In turn, this bifurcation of response to the series further reveals our broader cultural situation as it discloses some of the intellectual, ethical, and aesthetic deadlocks we have now reached. Consequently, situating Slings & Arrows in its intellectual and cultural contexts necessarily involves reconsidering a number of influential but often poorly understood thinkers, including the Canadian critic Northrop Frye. Among other things, such a pursuit reveals how Frye’s lifelong engagement with The Tempest found expression in John Hirsch’s celebrated 1982 Stratford production of the play. Revealingly, this involves a return to Frye’s often misunderstood view of how culturally and historically specific works of art can communicate across time and space, a problem that, for Hirsch, a survivor of the Holocaust, is quite literally a matter of life and death. When placed in these and related contexts, Slings & Arrows provides an excellent, if oddly surprising, occasion to consider how in asking “why Shakespeare now?” we are simultaneously asking “why theatre now?”, “why storytelling now?”, and, hence, “why art now?”

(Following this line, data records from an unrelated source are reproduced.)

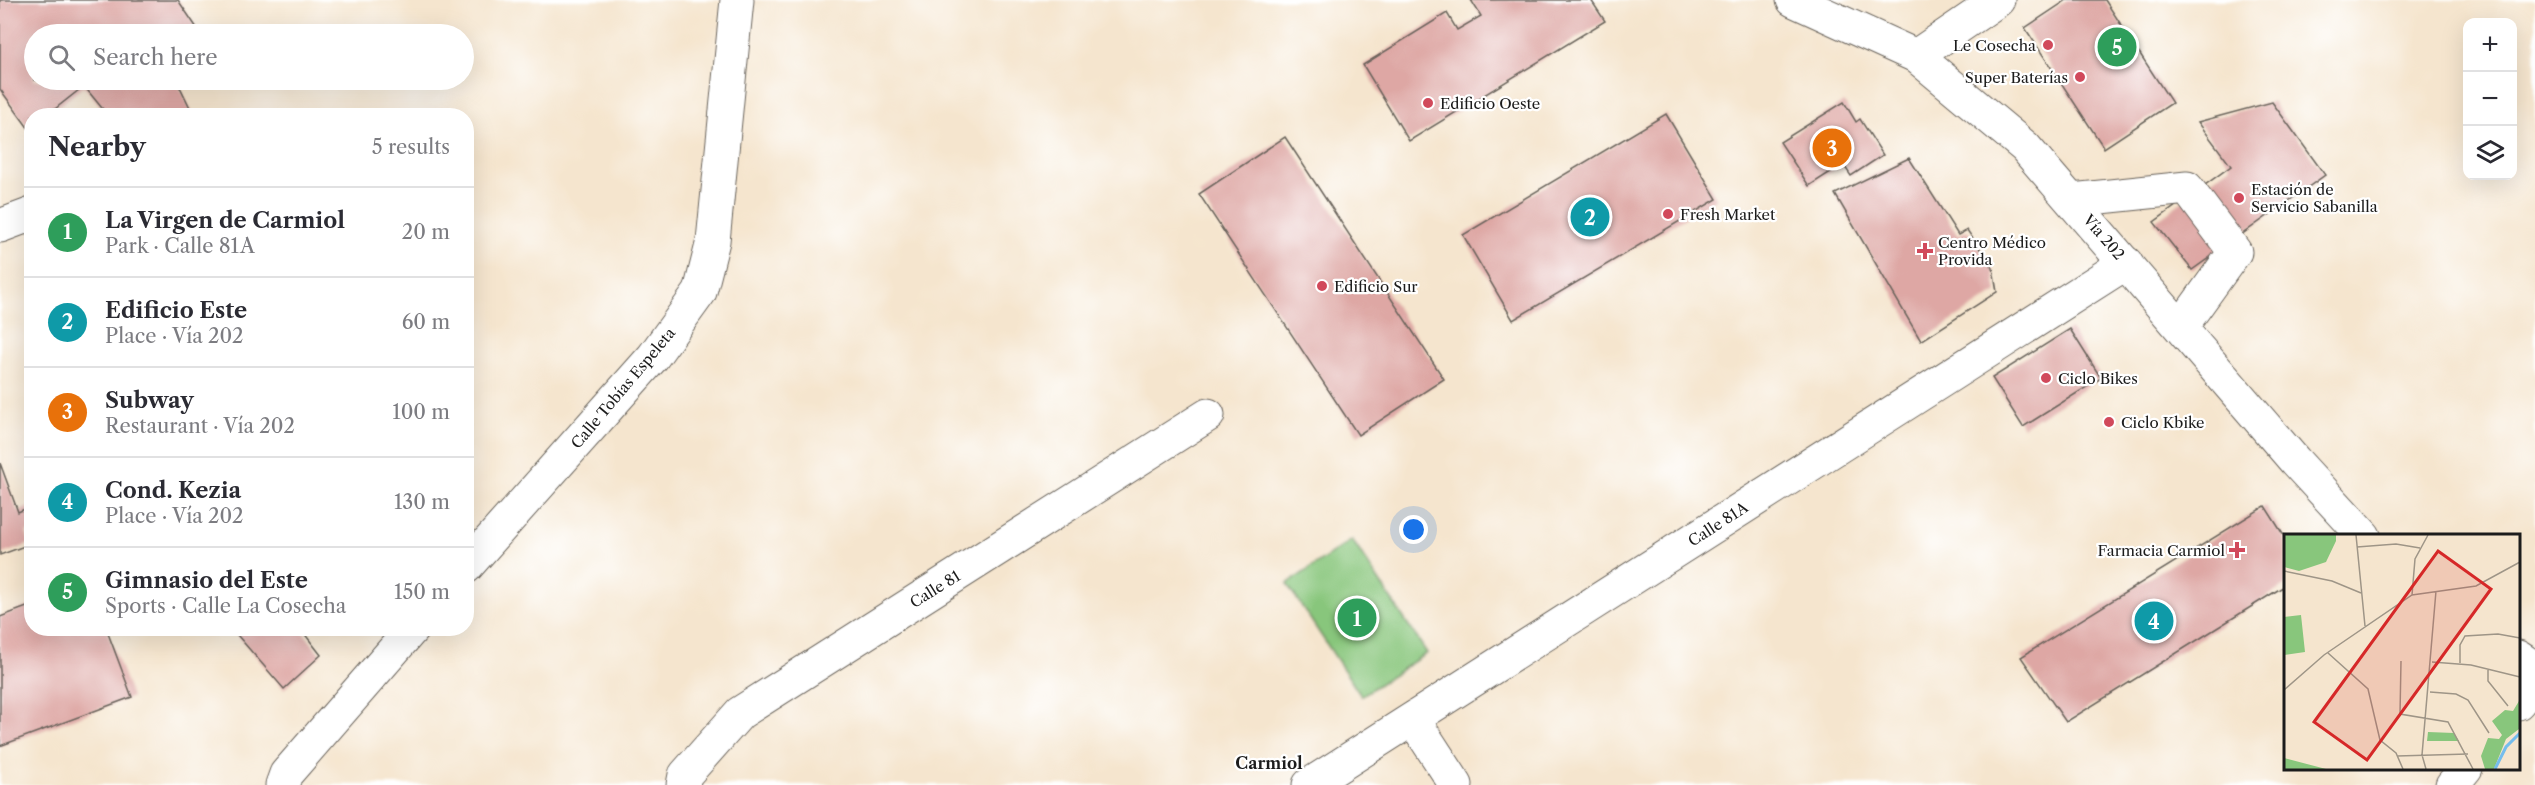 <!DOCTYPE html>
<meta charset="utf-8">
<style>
:root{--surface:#fff;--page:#f2f2f3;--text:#2b2b33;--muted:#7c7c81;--line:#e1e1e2;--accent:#d1495b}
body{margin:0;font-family:"Libre Caslon Text",serif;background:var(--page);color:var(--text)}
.controls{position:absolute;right:18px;top:18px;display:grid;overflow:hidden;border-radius:12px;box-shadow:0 6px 24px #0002}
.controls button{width:54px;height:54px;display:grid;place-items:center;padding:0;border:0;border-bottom:2px solid var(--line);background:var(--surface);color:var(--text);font:30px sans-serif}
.you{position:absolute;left:1414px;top:530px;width:21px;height:21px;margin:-15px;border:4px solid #fff;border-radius:50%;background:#1a73e8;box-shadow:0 0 0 9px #1a73e833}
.badge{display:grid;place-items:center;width:39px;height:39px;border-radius:50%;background:var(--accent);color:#fff;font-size:20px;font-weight:700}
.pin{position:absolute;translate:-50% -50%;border:3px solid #fff;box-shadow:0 2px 6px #0006}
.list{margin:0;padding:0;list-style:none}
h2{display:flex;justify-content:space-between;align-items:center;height:78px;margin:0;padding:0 24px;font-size:26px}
h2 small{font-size:20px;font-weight:400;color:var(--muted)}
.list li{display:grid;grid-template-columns:39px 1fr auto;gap:18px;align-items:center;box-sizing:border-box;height:90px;padding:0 24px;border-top:2px solid var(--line)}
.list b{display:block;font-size:22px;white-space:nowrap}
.list p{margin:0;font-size:20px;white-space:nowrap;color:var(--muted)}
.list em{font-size:20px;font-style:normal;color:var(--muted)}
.icon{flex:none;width:33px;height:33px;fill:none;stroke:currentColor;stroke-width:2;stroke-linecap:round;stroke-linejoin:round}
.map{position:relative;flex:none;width:2535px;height:785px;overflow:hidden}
.search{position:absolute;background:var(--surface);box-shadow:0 6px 24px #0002;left:24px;top:24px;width:450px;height:66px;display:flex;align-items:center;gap:15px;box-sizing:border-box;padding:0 21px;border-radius:33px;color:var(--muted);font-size:22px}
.panel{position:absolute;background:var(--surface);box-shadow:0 6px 24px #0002;left:24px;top:108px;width:450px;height:528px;border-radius:24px}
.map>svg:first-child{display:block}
</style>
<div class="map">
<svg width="2535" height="785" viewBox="0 0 2535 785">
<rect width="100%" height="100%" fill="#fff"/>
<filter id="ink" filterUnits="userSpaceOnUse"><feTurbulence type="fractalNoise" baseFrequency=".0167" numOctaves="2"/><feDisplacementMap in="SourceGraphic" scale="12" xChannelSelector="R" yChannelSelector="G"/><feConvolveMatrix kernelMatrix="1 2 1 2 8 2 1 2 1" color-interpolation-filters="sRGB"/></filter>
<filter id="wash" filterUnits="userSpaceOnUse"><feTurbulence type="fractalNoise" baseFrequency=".008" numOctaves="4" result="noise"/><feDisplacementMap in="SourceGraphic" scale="24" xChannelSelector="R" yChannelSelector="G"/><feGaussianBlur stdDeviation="1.35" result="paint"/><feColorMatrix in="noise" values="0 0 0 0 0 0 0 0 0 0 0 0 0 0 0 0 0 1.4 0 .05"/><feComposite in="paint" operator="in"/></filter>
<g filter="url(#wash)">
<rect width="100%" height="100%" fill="#f5e5ce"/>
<path fill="#88c67c" stroke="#52714c" stroke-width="1.5" d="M1352,540l75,113 -66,43 -74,-112z"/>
<g id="blocks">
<path fill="#dea7a4" d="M0,0h178l23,34h-167v46h140l7,9 13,27h-91l3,-3 -22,-27 -38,30h-14v11l-3,2 -29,-40z
M1471,0h120l14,21 -196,120 -46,-76 84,-52 10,17 24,-14z
M2067,0h38l67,103 -68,45 -79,-120z
M1844,102l12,20 4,-3 23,36 -32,21 -8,-12 -34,22 -29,-44z
M2272,102l53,73 -133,95 -38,-48 77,-56 -33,-44z
M1666,114l51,85 -204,121 -50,-85z
M1285,137l159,242 -86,56 -159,-241z
M1909,158l49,77 9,-5 26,38 4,24 -76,49 -86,-147z
M2070,329l31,49 -78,49 -31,-49z
M0,463l18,49 14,-6v24l-6,2 4,12 -30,11z
M2265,506l21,33v46l-220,137 -45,-65z
M32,605v23h74l26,69 -132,49v-129z
M231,628h69l21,27 -37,34z"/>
</g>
</g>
<g filter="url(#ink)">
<use href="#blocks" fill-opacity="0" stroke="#68625a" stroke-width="1.5"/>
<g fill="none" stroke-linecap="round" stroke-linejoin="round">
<g stroke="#68625a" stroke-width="35">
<path id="minor" d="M1916,56l82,-56
M2072,200l115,-12 48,64 -54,75
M0,226l32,-12
M466,567l187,-210 47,-65 13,-51 24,-241
M2518,703l17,-20
M1413,719l43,66
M282,785l4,-11 127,-146
M683,785l2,-10 55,-62 468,-298
M1309,785l817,-522
M2452,785l14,-17"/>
</g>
<g stroke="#68625a" stroke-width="35">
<path id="major" d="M1793,0l123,56 109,91 270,314 69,75
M2518,657l17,11"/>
</g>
<use href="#minor" stroke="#fff" stroke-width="33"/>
<use href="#major" stroke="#fff" stroke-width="33"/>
</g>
</g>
<g fill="#d1495b" stroke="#fff" stroke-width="2">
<circle cx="2048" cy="45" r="6"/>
<circle cx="2080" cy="77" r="6"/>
<circle cx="1428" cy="103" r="6"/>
<circle cx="2239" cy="198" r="6"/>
<circle cx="1668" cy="214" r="6"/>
<path d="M1922 242h6v6h6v6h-6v6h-6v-6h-6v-6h6z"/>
<circle cx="1322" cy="286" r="6"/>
<circle cx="2046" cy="378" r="6"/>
<circle cx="2109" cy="422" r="6"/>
<path d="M2234 541h6v6h6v6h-6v6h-6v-6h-6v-6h6z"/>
</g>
<g text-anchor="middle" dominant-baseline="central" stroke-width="4.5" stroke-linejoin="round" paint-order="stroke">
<g font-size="15" fill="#1c1c1c" stroke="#fff" text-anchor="start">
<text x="2036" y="45" text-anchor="end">Le Cosecha</text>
<text x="2068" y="77" text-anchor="end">Super Baterías</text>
<text x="1440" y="103">Edificio Oeste</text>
<text x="2251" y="189">Estación de<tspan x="2251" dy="17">Servicio Sabanilla</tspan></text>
<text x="1680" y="214">Fresh Market</text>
<text x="1938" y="242">Centro Médico<tspan x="1938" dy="17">Provida</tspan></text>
<text x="1334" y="286">Edificio Sur</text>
<text x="2058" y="378">Ciclo Bikes</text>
<text x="2121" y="422">Ciclo Kbike</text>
<text x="2225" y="550" text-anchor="end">Farmacia Carmiol</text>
</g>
<g font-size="15" fill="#1c1c1c" stroke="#fff">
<text transform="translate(2104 237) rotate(49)">Vía 202</text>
<text transform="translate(623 388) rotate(-50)">Calle Tobías Espeleta</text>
<text transform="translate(1718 524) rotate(-33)">Calle 81A</text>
<text transform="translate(935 589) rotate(-32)">Calle 81</text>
</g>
<g font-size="16" font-weight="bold" fill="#1c1c1c" stroke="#fff">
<text x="1269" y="763">Carmiol</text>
</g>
</g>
<g transform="translate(2284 534)">
<rect width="236" height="236" fill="#f5e5ce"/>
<path d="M0,1h52v6l-10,21 -27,9 -15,-4zM17,81l4,37 -21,3v-38zM235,167v28l-13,10 -12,30h-9l-4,-13 7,-18 11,1 3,-4 -10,-14 13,-11 8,1zM144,198l26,1 5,8h-32zM0,224l42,11h-42z" fill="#88c67c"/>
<path fill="none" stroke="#74bded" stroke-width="3" d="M211,235l11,-22 14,-14"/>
<path fill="none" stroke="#9e9587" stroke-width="1.5" d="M72,1l9,91M73,13l39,-3 24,4M0,37l48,10 29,12M128,61l3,-36 13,-24M44,119l40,36 12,51 16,13 7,16M117,127l-1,53 48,8 25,47M148,128l39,3 49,12M176,129v-18l5,-9 33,-2 22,4M204,135v12l20,25M0,156l40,-35 88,-60 64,-9 44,-24M146,158l26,2 12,6 21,33M113,222l71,-2M142,235l-4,-14 14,-164"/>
<path fill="#d62828" fill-opacity="0.15" stroke="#d62828" stroke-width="3" d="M154,17l53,38 -124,171 -53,-38z"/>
<rect width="236" height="236" fill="none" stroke="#1c1c1c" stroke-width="3"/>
</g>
</svg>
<div class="controls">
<button>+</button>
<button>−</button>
<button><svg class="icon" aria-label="layers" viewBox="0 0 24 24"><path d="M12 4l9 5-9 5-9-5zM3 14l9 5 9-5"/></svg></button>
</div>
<div class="you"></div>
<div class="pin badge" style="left:1357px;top:618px;background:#2e9e5b">1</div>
<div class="pin badge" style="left:1590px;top:217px;background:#0f9aa8">2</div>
<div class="pin badge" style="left:1832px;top:148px;background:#e8710a">3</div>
<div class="pin badge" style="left:2154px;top:621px;background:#0f9aa8">4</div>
<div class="pin badge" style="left:2117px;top:47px;background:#2e9e5b">5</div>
<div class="search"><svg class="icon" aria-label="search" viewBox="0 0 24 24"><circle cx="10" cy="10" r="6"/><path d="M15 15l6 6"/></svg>Search here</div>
<section class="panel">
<h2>Nearby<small>5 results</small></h2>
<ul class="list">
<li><span class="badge" style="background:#2e9e5b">1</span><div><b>La Virgen de Carmiol</b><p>Park · Calle 81A</p></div><em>20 m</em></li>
<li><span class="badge" style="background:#0f9aa8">2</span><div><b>Edificio Este</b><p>Place · Vía 202</p></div><em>60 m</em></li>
<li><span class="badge" style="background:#e8710a">3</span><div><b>Subway</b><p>Restaurant · Vía 202</p></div><em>100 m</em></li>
<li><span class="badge" style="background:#0f9aa8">4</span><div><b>Cond. Kezia</b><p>Place · Vía 202</p></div><em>130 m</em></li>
<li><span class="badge" style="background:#2e9e5b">5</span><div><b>Gimnasio del Este</b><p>Sports · Calle La Cosecha</p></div><em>150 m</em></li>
</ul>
</section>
</div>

What is notable about Slings & Arrows, then, is not only that it tells a compelling televisual story, but that it invites a reconsideration of first principles among all those who participate in the Shakespeare world as well as those literary, cultural, and academic worlds adjacent to it. For while the story of Slings & Arrows is deeply rooted in turn-of-the-millennium small-town Ontario, and while it’s hyper-focused on the strangely parochial tribulations of festival theatre, it nevertheless touches on matters that remain urgent for people both inside and outside the theatre, be it in Canada or beyond. What is more, it’s also really rather funny.
Gary Kuchar is professor of English at the University of Victoria.